For a moment, Mac forgot to breathe. Exhilaration and terror at the idea combined to choke her into silence. But eventually she regained mastery of her voice.

"How—How far along... am I?"

He shrugged. "A blood test can't tell us that, but certainly no more than a couple of months."

Two months... A new fear seized her. "Doctor, I was exposed to some amount of radiation about five weeks ago. Commander Rabb and I, both. They cleared us onboard the Seahawk, and said we hadn't had enough exposure to pose a threat..." She stared into Stevens' hazel eyes, hoping he could reassure her.

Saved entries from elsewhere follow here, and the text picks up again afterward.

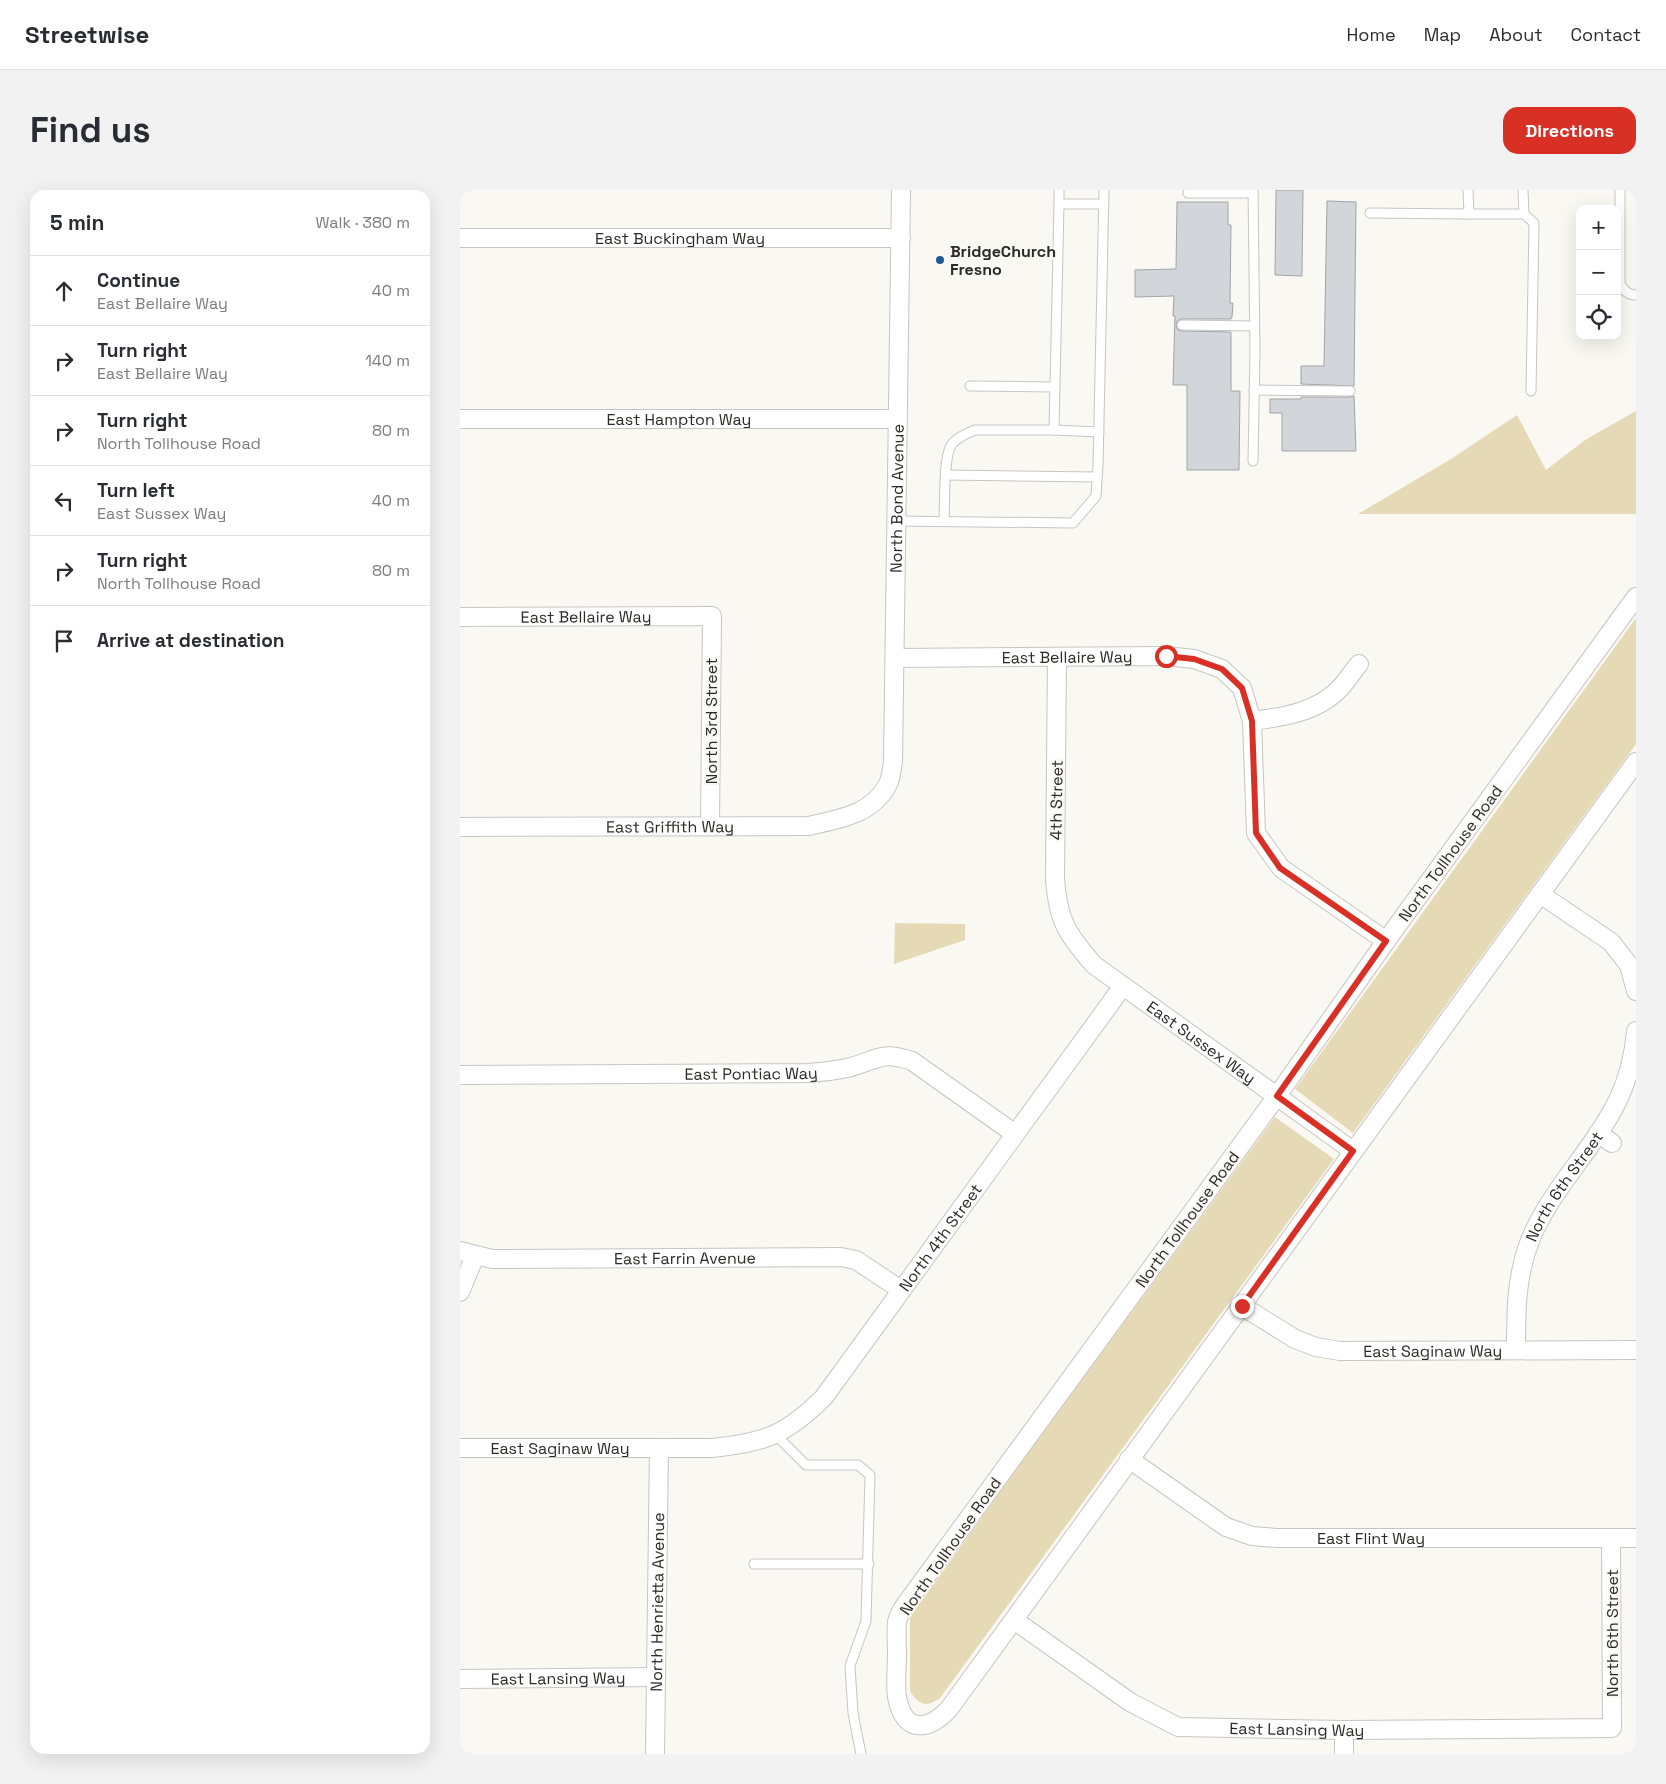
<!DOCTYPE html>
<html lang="en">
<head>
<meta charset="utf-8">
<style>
	body { margin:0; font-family:"Space Grotesk",sans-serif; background:#f2f2f3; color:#2b2b33 }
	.controls { position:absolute; right:15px; top:15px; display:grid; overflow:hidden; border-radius:10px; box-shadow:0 5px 20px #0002 }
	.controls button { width:45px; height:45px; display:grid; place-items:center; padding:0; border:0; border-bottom:1px solid #e1e1e2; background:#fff; color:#2b2b33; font:25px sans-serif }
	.stop { position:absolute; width:15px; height:15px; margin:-11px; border:4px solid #d93025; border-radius:50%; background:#fff }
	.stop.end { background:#d93025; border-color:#fff; box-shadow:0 1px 5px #0008 }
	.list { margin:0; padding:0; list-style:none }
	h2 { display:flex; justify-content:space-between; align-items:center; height:65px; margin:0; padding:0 20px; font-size:21px }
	h2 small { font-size:16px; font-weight:400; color:#7c7c81 }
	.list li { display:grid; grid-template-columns:32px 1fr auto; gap:15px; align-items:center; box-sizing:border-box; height:70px; padding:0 20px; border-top:1px solid #e1e1e2 }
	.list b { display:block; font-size:19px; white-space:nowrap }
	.list p { margin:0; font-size:16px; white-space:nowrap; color:#7c7c81 }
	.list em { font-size:16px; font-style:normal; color:#7c7c81 }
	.icon { flex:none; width:28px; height:28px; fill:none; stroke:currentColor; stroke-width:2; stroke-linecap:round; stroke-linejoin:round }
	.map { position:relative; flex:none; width:1176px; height:1564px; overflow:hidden; border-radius:15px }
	header { display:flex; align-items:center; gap:30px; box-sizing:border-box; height:70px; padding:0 25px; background:#fff; border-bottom:1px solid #e1e1e2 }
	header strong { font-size:24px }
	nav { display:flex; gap:28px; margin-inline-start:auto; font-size:18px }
	.intro { display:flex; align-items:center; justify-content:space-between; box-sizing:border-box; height:120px; padding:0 30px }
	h1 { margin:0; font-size:35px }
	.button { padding:12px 22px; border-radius:15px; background:#d93025; color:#fff; font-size:18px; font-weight:700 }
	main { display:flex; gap:30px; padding:0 30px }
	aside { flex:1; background:#fff; border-radius:15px; box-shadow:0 5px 20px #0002 }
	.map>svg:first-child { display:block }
	.green { fill:#e5dab5 }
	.building { fill:#d2d5d9; stroke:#a1a4a8 }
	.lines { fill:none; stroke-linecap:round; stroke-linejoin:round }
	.service-casing { stroke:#c6c5c0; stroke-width:11 }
	.minor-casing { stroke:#c6c5c0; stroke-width:20 }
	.service { stroke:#fff; stroke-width:9 }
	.minor { stroke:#fff; stroke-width:18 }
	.route { stroke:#d93025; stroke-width:6 }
	.poi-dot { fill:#205991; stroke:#faf8f3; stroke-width:2 }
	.labels { text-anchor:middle; stroke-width:4.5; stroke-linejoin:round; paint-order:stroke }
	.street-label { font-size:16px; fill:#2b2a29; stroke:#faf8f3 }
	.poi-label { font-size:16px; font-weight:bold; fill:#2b2a29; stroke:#faf8f3; text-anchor:start }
</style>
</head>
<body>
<header>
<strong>Streetwise</strong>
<nav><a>Home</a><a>Map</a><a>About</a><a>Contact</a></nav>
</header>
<div class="intro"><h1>Find us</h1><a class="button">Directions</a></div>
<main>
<aside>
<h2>5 min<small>Walk · 380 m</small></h2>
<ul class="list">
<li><svg class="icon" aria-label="ahead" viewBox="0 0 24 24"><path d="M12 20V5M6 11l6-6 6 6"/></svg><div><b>Continue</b><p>East Bellaire Way</p></div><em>40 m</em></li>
<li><svg class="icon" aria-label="right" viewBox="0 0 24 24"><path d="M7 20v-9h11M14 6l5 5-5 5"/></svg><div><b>Turn right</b><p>East Bellaire Way</p></div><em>140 m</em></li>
<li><svg class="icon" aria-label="right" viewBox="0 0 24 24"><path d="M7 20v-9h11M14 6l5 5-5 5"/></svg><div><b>Turn right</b><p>North Tollhouse Road</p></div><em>80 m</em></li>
<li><svg class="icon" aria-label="left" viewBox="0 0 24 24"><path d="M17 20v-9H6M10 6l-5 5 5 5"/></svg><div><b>Turn left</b><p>East Sussex Way</p></div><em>40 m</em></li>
<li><svg class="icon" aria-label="right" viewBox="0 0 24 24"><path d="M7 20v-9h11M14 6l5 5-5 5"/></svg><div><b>Turn right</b><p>North Tollhouse Road</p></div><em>80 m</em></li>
<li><svg class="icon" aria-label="arrive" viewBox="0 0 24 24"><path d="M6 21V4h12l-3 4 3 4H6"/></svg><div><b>Arrive at destination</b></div></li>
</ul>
</aside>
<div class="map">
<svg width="1176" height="1564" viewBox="0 0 1176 1564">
	<rect width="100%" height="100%" fill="#faf8f3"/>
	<!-- green -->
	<g class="green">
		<polygon points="1176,221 1176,324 898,324 991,269 1057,225 1086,280 1125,250"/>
		<polygon points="1176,428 1176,554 893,943 835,899"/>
		<polygon points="435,733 505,734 505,750 434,774"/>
		<path d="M815,927L874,969L480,1508C467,1518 458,1515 450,1501V1427L590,1233Z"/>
	</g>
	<!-- building -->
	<g class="building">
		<polygon points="816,0 843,0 842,86 815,85"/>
		<polygon points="867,11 896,12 894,196 841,194 841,176 864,176"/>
		<polygon points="717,12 768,12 768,35 771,35 770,113 773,113 772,127 771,129 722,129 717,131 716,135 718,140 722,141 771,142 771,201 780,201 779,280 727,280 727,195 713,195 715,126 713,126 714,106 675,107 675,80 716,79"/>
		<polygon points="894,206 896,261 822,261 822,223 810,223 810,209 841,209 841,207 890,207"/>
	</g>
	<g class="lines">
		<!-- service casing -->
		<g class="service-casing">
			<g id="service">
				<polyline points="793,0 795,162 793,271"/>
				<polyline points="1063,0 1064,24"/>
				<path d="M1160,0V93C1163,100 1168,105 1176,105"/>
				<polyline points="728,3 793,3"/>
				<polyline points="599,14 599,0"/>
				<polyline points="910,23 1009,24 1008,0"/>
				<polyline points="1009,24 1064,24 1074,33 1071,201"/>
				<polyline points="722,135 794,136"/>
				<polyline points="510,196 595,197"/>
				<polyline points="794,200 890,201"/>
				<polyline points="594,240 639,242"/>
				<polyline points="486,285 637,287"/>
				<polyline points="436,331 613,333 636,306 638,276 644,0"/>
				<path d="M484,331C485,314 483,265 492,254C498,247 507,243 515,240H594L599,14H644"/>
				<polyline points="316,1245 346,1275 398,1275 410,1285 406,1431 390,1476 393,1523 401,1564"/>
				<polyline points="294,1374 409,1374"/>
			</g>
		</g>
		<!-- minor casing -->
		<g class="minor-casing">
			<g id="minor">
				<path id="s1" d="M0,48H441"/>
				<path id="s2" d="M0,229H437"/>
				<path d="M1176,407L926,751L817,906L443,1418C441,1422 438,1427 437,1432C436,1442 437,1454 437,1464C437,1477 435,1493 437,1507C444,1543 467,1542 489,1519L1176,572"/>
				<path id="s3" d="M0,427L252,426L250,636"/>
				<path id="s4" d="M597,467L595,689C598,731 607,744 634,775L893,961"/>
				<path id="s5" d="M435,468L706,466L734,469L762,479L782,498L792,531L796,643L821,678L926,751"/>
				<path d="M792,531C824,527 859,522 882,496C888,489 893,481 899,474"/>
				<path id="s6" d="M0,637L348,636C379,629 412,625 428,594C431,588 432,578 433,571L441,0"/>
				<polyline points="1080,704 1151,752 1169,775 1176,801"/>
				<path id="s7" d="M0,885L348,883C361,882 374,881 387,878C417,871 418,860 452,871L555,944"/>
				<polyline points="1138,943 1152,953"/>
				<path id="s8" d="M0,1061L32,1069L381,1067L396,1070L441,1100"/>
				<polyline points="0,1102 15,1066"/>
				<path id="s9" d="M782,1116L835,1149L856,1157L880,1161L1176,1160"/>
				<path id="s10" d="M1056,1160C1056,1121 1056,1085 1071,1048C1092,998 1134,959 1158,910C1168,889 1174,864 1176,841"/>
				<path id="s11" d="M0,1258H252C304,1253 326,1245 364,1207L663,796"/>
				<path id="s12" d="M669,1269L766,1337L792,1346L817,1348H1176"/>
				<path id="s13" d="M554,1430L670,1512L718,1537L884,1540L1152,1538L1151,1348"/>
				<path id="s14" d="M0,1489L196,1487"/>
				<path id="s15" d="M195,1564L199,1258"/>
				<polyline points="884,1564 884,1540"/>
			</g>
		</g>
		<!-- service -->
		<use href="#service" class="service"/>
		<!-- minor -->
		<use href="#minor" class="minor"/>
	</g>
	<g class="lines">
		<!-- route -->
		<polyline class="route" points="706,466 734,469 762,479 782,498 792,531 796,643 820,678 926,751 817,906 893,961 782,1116"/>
	</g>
	<!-- markers -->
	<circle class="poi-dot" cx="480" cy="70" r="5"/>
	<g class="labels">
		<!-- street labels -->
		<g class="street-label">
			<text dy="6" stroke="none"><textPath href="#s1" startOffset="220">East Buckingham Way</textPath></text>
			<text dy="6" stroke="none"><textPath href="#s2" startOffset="219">East Hampton Way</textPath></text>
			<text dy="6" stroke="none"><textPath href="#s6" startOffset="728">North Bond Avenue</textPath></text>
			<text dy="6" stroke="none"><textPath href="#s3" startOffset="126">East Bellaire Way</textPath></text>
			<text dy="6" stroke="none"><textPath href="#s5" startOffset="172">East Bellaire Way</textPath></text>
			<text transform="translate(251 531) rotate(-90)" y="6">North 3rd Street</text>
			<text transform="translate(596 610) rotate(-89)" y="6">4th Street</text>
			<text dy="6" stroke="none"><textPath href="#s6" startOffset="210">East Griffith Way</textPath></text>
			<text transform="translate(990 663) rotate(-54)" y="6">North Tollhouse Road</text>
			<text dy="6" stroke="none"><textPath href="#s4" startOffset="451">East Sussex Way</textPath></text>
			<text dy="6" stroke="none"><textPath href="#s7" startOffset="291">East Pontiac Way</textPath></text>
			<text dy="6" stroke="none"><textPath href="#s10" startOffset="175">North 6th Street</textPath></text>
			<text transform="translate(727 1029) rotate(-54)" y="6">North Tollhouse Road</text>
			<text dy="6" stroke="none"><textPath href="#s11" startOffset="576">North 4th Street</textPath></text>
			<text dy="6" stroke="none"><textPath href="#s8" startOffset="226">East Farrin Avenue</textPath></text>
			<text dy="6" stroke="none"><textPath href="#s9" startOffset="202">East Saginaw Way</textPath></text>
			<text dy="6" stroke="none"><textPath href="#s11" startOffset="100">East Saginaw Way</textPath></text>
			<text dy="6" stroke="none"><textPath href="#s12" startOffset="265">East Flint Way</textPath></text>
			<text transform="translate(490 1356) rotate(-55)" y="6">North Tollhouse Road</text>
			<text dy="6" stroke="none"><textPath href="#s15" startOffset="152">North Henrietta Avenue</textPath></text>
			<text transform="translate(1152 1443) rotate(-90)" y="6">North 6th Street</text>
			<text dy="6" stroke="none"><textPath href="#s14" startOffset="98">East Lansing Way</textPath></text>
			<text dy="6" stroke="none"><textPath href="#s13" startOffset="315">East Lansing Way</textPath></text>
		</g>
		<!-- poi labels -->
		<g class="poi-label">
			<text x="490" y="67">BridgeChurch<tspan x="490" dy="18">Fresno</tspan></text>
		</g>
	</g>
</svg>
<div class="controls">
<button>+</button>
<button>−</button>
<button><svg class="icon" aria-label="locate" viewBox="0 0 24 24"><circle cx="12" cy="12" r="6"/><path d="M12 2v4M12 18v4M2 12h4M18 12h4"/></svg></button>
</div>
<div class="stop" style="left:706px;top:466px"></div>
<div class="stop end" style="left:782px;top:1116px"></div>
</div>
</main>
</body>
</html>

He considered her gravely. "Did they draw blood when they checked you out?"

She nodded.

"Then you weren't pregnant at the time. We do that one as part of pretty much every blood screening on female service members."

Mac slowly began to relax. "Are you sure?"

"Yes."

She drew a deep breath. "So, less than five weeks?" A smile slipped out of hiding at the thought of a baby. She unconsciously laid her good hand across her stomach, curving it protectively around the invisible life there.

"Sounds like it," Stevens agreed. "Which brings me to my next topic."

Mac looked up expectantly, and was not reassured by his solemn expression.

He met her gaze. "You took a pretty hard fall today, which can cause miscarriage. I'm not saying it will." He held up a hand as if to forestall the bolt of panic his pronouncement generated. "So far, things look good, and unless you experience abdominal cramping or start to bleed, there's no reason for concern. I am going to insist that you remain under observation until tomorrow, and then, if things continue to look good, you'll be headed for Kandahar and then back to the States."

Too overwhelmed to argue with him, Mac simply nodded. She knew it was policy, though some small part of her rebelled at anything that caused her to be treated differently from a man.

"Do you have any questions for me?" Stevens asked after a moment.

Mac moistened her lips. "Can I see my husband?"

He chuckled. "Of course. He's outside—probably wearing a groove in the floor as we speak."

Mac grinned. That sounded like Harm.

"Anything else?"

She shook her head. "Maybe later. Right now I can hardly think straight."

His smile was warm. "That's not too uncommon. Well, congratulations to you both, colonel." He stood. "I'll send the commander in on my way out, and be back to check on you in a couple of hours."

"Thank you." Mac watched him duck past the curtained partition. Suddenly nervous, she smoothed the regulation blanket across her lap and waited for her husband to appear.